Darfour: un chef rebelle réclame une zone d'exclusion aérienne à la libyenne

14 avril 2011 à 16h37 par La rédaction

KHARTOUM (AFP)

Le chef rebelle en exil Abdelwahid Nour réclame une zone d'exclusion aérienne au Darfour pour y mettre fin au "génocide en cours", dénonçant dans une entretien exclusif à l'AFP l'indifférence de la communauté internationale à la répression menée par le Soudan.

Selon lui, les autorités de Khartoum mettent à profit la polarisation de l'attention sur des crises comme la Libye pour mener une nouvelle série d'attaques dans la province séparatiste de l'ouest du pays.

"Nos gens sont tués, violés, expulsés de leurs terres.Ce régime commet en permanence un génocide", a-t-il déclaré dans un entretien par téléphone.

"J'appelle la communauté internationale et le Conseil de sécurité des Nations unies à imposer une zone d'exclusion aérienne au Darfour.Il est temps d'empêcher le régime de continuer ces attaques", a-t-il ajouté, estimant ne pas pouvoir participer au négociations de paix de Doha tant que ces attaques continueraient.

Alors qu'une zone d'exclusion aérienne a été rapidement mise en place en Libye, une telle mesure, envisagée depuis des années au Darfour, n'a toujours pas été adoptée, malgré le soutien affiché par Barack Obama avant son élection à la Maison blanche.

M. Nour est l'un des dirigeants de l'Armée/Mouvement populaire de libération du Soudan (SLA/M).Réfugié à Paris jusqu'au mois dernier, il a quitté la France, selon lui, à la demande des autorités et s'est établi à Nairobi.Le Quai d'Orsay affirme de son côté qu'il est parti de sa propre initiative

M. Nour a qualifié le gouvernement soudanais de "régime fondamentaliste (et) sans légitimité", préoccupé uniquement par une "paix de façade" au Darfour, d'où il a expulsé des ONG "qui donnaient de la nourriture et des fournitures médicales à notre peuple".

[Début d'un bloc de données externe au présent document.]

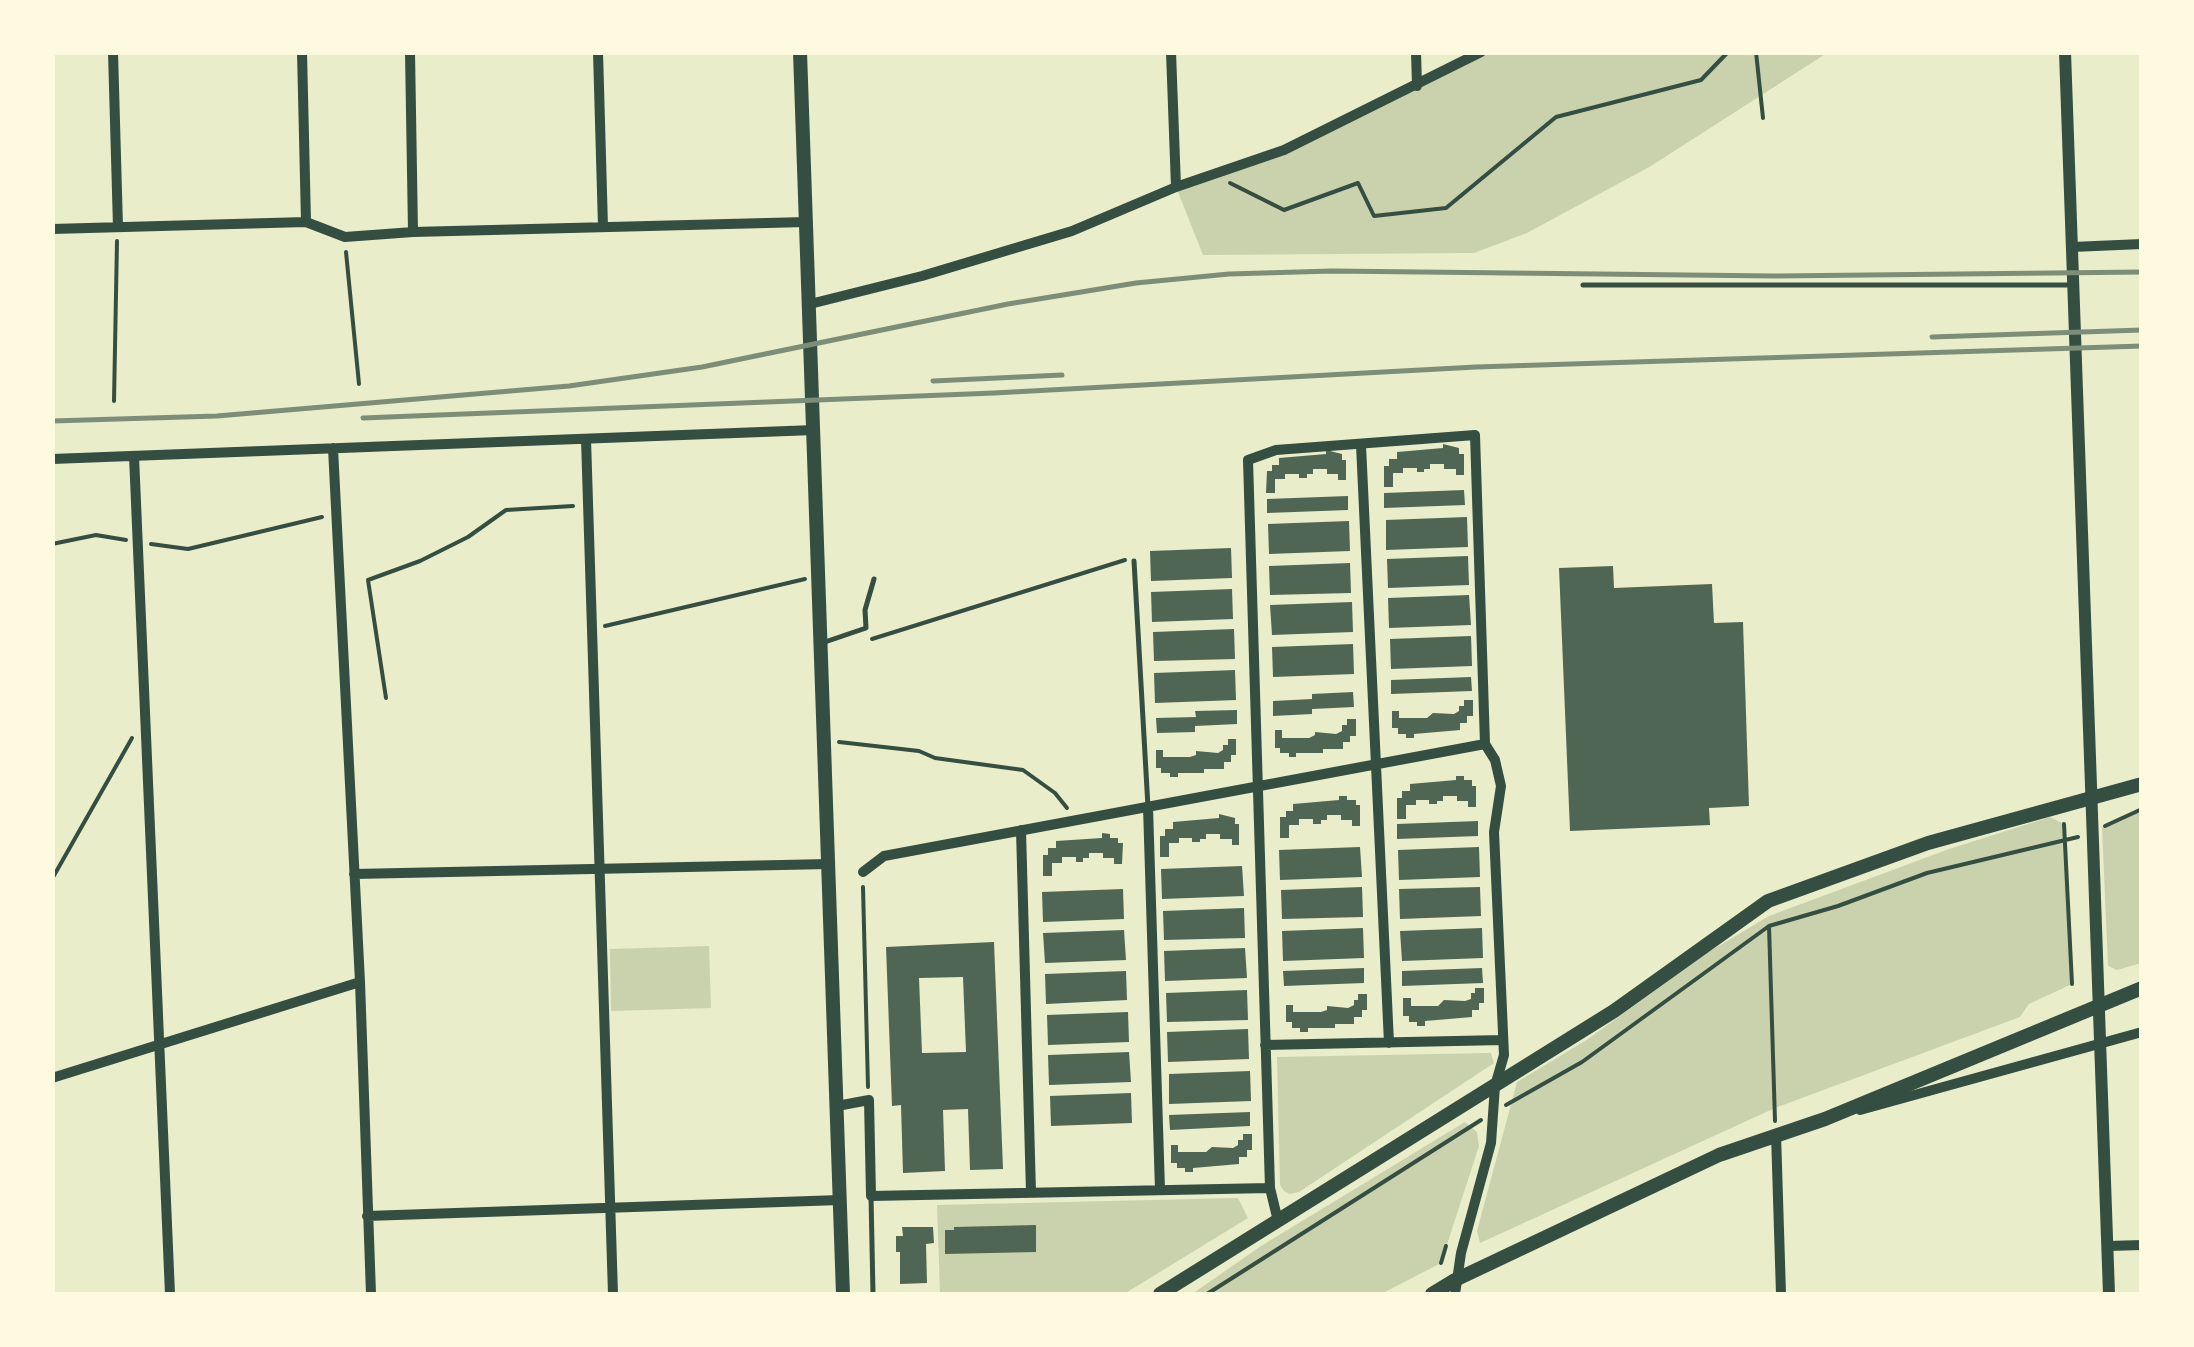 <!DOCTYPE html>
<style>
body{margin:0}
#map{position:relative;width:2194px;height:1347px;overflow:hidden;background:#e9edc9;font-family:"Noto Sans",sans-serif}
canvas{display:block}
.frame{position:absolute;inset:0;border:55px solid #fefae0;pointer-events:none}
</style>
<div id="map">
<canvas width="2194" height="1347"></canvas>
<div class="frame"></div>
</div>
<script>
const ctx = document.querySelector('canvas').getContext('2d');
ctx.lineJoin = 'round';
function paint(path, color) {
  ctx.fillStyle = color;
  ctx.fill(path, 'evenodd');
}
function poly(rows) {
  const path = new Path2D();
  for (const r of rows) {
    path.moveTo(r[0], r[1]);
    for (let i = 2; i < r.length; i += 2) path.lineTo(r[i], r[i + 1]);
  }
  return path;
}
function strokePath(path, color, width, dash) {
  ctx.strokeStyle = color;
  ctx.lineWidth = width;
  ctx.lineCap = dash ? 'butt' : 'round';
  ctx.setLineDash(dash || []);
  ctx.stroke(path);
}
paint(poly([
 [1481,53,1827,53,1651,166,1527,233,1474,253,1203,255,1176,187,1284,150],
 [2141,809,2141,963,2117,970,2108,966,2102,827],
 [2050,817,2064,824,2072,984,2029,1004,2020,1017,1775,1108,1480,1243,1477,1231,1517,1082,1588,1039,1707,953,1769,916,1949,849],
 [709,946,711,1008,611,1011,610,949],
 [1491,1053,1494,1063,1299,1192,1290,1194,1284,1191,1280,1185,1277,1057],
 [1465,1122,1477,1132,1479,1146,1441,1263,1381,1294,1192,1294,1261,1246],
 [1238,1198,1248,1218,1124,1294,940,1294,937,1205]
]), '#cad2ad');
paint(poly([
 [1443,444,1459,448,1459,454,1464,454,1464,475,1456,475,1456,469,1444,469,1444,464,1430,464,1430,469,1424,469,1424,472,1417,472,1417,468,1403,468,1403,473,1393,473,1393,487,1384,487,1384,466,1389,466,1389,459,1397,459,1397,452,1443,448],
 [1326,450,1342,454,1342,460,1346,460,1346,480,1338,480,1338,474,1327,474,1327,469,1313,469,1313,474,1307,474,1307,478,1299,478,1299,474,1285,474,1285,479,1275,479,1275,493,1266,493,1267,471,1272,471,1272,465,1279,465,1279,458,1326,454],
 [1464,490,1465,505,1384,508,1384,493],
 [1348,496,1348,510,1267,513,1267,499],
 [1467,517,1468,547,1386,550,1386,520],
 [1349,521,1350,551,1269,554,1268,524],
 [1231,548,1232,578,1151,581,1150,551],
 [1468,556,1469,585,1388,588,1387,559],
 [1350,563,1351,593,1270,595,1269,566],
 [1613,566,1614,588,1712,584,1714,623,1743,622,1749,806,1709,808,1710,825,1570,831,1559,568],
 [1232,589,1233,619,1152,622,1151,592],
 [1469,595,1471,625,1389,628,1388,598],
 [1352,602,1353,632,1272,635,1270,605],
 [1234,629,1235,659,1154,661,1153,632],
 [1471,636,1472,666,1391,669,1390,639],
 [1353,644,1354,674,1273,677,1272,647],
 [1235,670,1236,700,1155,703,1154,673],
 [1471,677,1472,691,1391,694,1391,680],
 [1353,692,1354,707,1312,709,1312,714,1273,716,1273,701,1312,699,1312,694],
 [1464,700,1473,700,1473,716,1467,716,1467,723,1460,723,1460,730,1414,734,1414,738,1406,738,1406,734,1398,734,1398,728,1392,728,1392,711,1399,711,1399,718,1427,718,1433,713,1454,714,1459,711,1459,706,1464,706],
 [1237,710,1237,724,1195,726,1195,732,1157,733,1156,718,1196,717,1195,711],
 [1347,719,1356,719,1356,736,1350,736,1350,742,1343,742,1343,749,1323,749,1323,753,1296,753,1296,757,1289,757,1289,753,1280,753,1280,748,1275,748,1275,730,1282,730,1282,738,1309,738,1315,735,1315,732,1336,734,1342,731,1342,725,1347,725],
 [1228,739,1236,739,1236,755,1231,755,1231,762,1224,762,1224,769,1204,769,1204,773,1178,773,1178,777,1170,777,1170,773,1161,773,1161,768,1156,768,1156,750,1163,750,1163,757,1190,757,1196,755,1196,751,1218,753,1223,750,1223,745,1228,745],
 [1456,776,1464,776,1464,780,1472,780,1472,786,1476,786,1476,807,1468,807,1468,801,1457,801,1457,796,1443,796,1443,801,1437,801,1437,804,1429,804,1429,800,1416,800,1416,805,1406,805,1406,819,1397,819,1397,798,1402,798,1402,791,1410,791,1410,784,1456,780],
 [1339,796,1347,796,1347,800,1356,800,1356,805,1360,805,1360,826,1352,826,1352,820,1341,820,1341,815,1327,815,1327,820,1321,820,1321,824,1313,824,1313,819,1299,819,1299,825,1289,825,1289,838,1280,838,1280,817,1286,817,1286,811,1293,811,1293,804,1339,800],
 [1219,814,1235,818,1235,824,1239,824,1239,845,1232,845,1232,839,1220,839,1220,834,1206,834,1206,839,1200,839,1200,842,1192,842,1192,838,1179,838,1179,843,1169,843,1169,857,1160,857,1160,836,1165,836,1165,829,1173,829,1173,822,1219,818],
 [1478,821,1478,836,1397,839,1397,824],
 [1102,833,1110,834,1110,838,1118,838,1118,843,1123,843,1122,864,1114,864,1114,858,1103,858,1103,853,1089,853,1089,858,1083,858,1083,862,1076,862,1076,857,1062,857,1062,863,1052,863,1052,876,1043,876,1043,855,1048,855,1048,848,1056,848,1056,841,1102,838],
 [1360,847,1362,877,1280,880,1279,850],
 [1479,847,1480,877,1399,880,1398,850],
 [1242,866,1244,896,1162,899,1161,869],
 [1362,887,1363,917,1282,919,1281,890],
 [1480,887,1481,916,1400,919,1399,889],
 [1123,889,1124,919,1043,922,1042,892],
 [1244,908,1245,938,1164,940,1163,911],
 [1363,928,1364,958,1283,961,1282,931],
 [1482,928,1483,958,1402,961,1400,931],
 [1124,930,1126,960,1045,963,1043,933],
 [994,942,1003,1169,970,1170,968,1109,943,1110,945,1171,903,1173,901,1105,892,1106,886,947],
 [963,977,966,1052,922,1053,919,978],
 [1245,948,1247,978,1165,981,1164,951],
 [1364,968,1364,983,1284,986,1283,971],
 [1482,968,1483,983,1402,986,1402,971],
 [1126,971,1127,1000,1046,1004,1045,974],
 [1475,988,1484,988,1484,1003,1479,1003,1479,1010,1472,1010,1472,1017,1425,1021,1425,1026,1417,1026,1417,1022,1409,1022,1409,1016,1403,1016,1403,998,1411,998,1411,1006,1438,1006,1444,1000,1465,1001,1471,999,1471,993,1475,993],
 [1247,990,1248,1020,1167,1022,1166,993],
 [1358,994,1367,994,1367,1010,1362,1010,1362,1017,1354,1017,1354,1024,1335,1024,1335,1028,1308,1028,1308,1032,1300,1032,1300,1028,1292,1028,1292,1022,1286,1022,1286,1005,1293,1005,1293,1012,1321,1012,1327,1010,1327,1006,1348,1008,1354,1005,1354,1000,1358,1000],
 [1128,1012,1129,1042,1048,1045,1047,1015],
 [1248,1029,1249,1059,1168,1062,1167,1032],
 [1129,1052,1131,1082,1049,1085,1048,1055],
 [1250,1071,1251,1101,1169,1104,1169,1074],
 [1131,1093,1132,1123,1051,1126,1050,1096],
 [1250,1112,1250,1126,1170,1130,1169,1115],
 [1243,1134,1252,1134,1252,1150,1247,1150,1247,1157,1239,1157,1239,1164,1193,1168,1193,1172,1185,1172,1185,1168,1177,1168,1177,1163,1171,1163,1171,1145,1178,1145,1178,1152,1206,1152,1212,1147,1233,1148,1238,1145,1238,1140,1243,1140],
 [1036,1225,1036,1252,945,1254,945,1230,954,1230,954,1227],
 [902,1227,933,1227,934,1243,926,1244,927,1283,900,1284,900,1252,896,1252,896,1236,903,1236]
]), '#4f6655');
strokePath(poly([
 [1756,52,1763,118],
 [1230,183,1284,210,1358,183,1374,216,1446,208,1556,117,1701,80,1728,52],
 [346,252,359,384],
 [114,401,117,241],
 [52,544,96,535,126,540],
 [151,544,188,549,322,517],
 [605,626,805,579],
 [872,639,1125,560],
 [386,698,368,580,420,561,468,537,506,510,573,506],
 [839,742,919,751,935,758,1023,770,1055,793,1067,808],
 [2064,824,2072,984],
 [2105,826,2142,809],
 [52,879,132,738],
 [863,887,868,1087],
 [1769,926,1775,1121],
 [1506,1105,1582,1062,1769,926,1838,906,1927,873,2078,837],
 [1441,1263,1446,1246],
 [1207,1294,1481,1120]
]), '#344e41', 4);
strokePath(poly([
 [1583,285,2070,285],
 [1134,561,1148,807],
 [822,643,866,628,865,610,874,579],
 [871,1196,873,1294]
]), '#344e41', 5);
strokePath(poly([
 [113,52,118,227],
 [302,52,306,222],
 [410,52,413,232],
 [598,52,603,227],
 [1171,52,1176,187],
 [1416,52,1417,86],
 [52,229,306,222,345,237,413,232,806,222],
 [2072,247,2142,244],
 [810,304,922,276,1072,231,1176,187,1284,150,1481,52],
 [586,439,613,1294],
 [1361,445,1389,1043],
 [333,448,360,982,371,1294],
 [134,456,170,1294],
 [52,459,814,430],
 [1148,807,1160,1190],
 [1021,830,1031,1193],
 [863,872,884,856,1485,744],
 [354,874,829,864],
 [1265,1045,1503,1040],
 [52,1078,360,982],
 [837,1106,869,1100,871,1196,1270,1188],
 [1860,1110,2142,1032],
 [1776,1134,1781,1294],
 [367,1216,840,1200],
 [1278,1221,1270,1188,1248,460,1276,450,1475,435,1485,744,1495,760,1501,786,1494,832,1504,1055,1495,1086,1491,1143,1461,1253,1455,1294],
 [2108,1246,2142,1245]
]), '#344e41', 10);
strokePath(poly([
 [2065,52,2109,1294]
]), '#344e41', 12);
strokePath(poly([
 [800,52,843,1294],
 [1160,1294,1614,1011,1768,901,1928,843,2142,784],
 [1432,1294,1455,1280,1719,1155,1825,1119,2142,988]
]), '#344e41', 14);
strokePath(poly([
 [1932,337,2142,330],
 [933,381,1062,375],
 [363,418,994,393,1476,367,2142,346],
 [52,421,217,416,569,386,702,367,1008,304,1136,283,1229,274,1332,271,1776,276,2142,272]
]), '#7c8e77', 5);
</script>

Dans ce contexte, "pour nous, le problème n'est pas d'aller ou non à Doha.Le problème, c'est la sécurité.Nous avons besoin que la vie humaine et la sécurité soient respectées, et ce n'est pas le cas", a-t-il martelé.

Après une accalmie relative, la reprise des combats depuis décembre entre les rebelles et l'armée a provoqué l'arrivée de plus de 70.000 réfugiés supplémentaires dans les camps de l'ONU, selon les Nations unies.

M. Nour a notamment rencontré l'envoyé spécial des Nations unies pour le Darfour, Ibrahim Gambari, le 21 mars à Kampala, pour lui demander la mise en place d'un corridor humanitaire dans l'est du Jebel Marra, bastion de ses rebelles.

En février, l'ONG française Médecins du Monde a été expulsée de cette région, après avoir été accusée de soutenir les insurgés.

Mercredi, le gouverneur du Sud-Darfour, Abdelhamid Kasha, a indiqué que les autorités s'apprêtaient à expulser une autre ONG étrangère de la région pour refus de coopérer.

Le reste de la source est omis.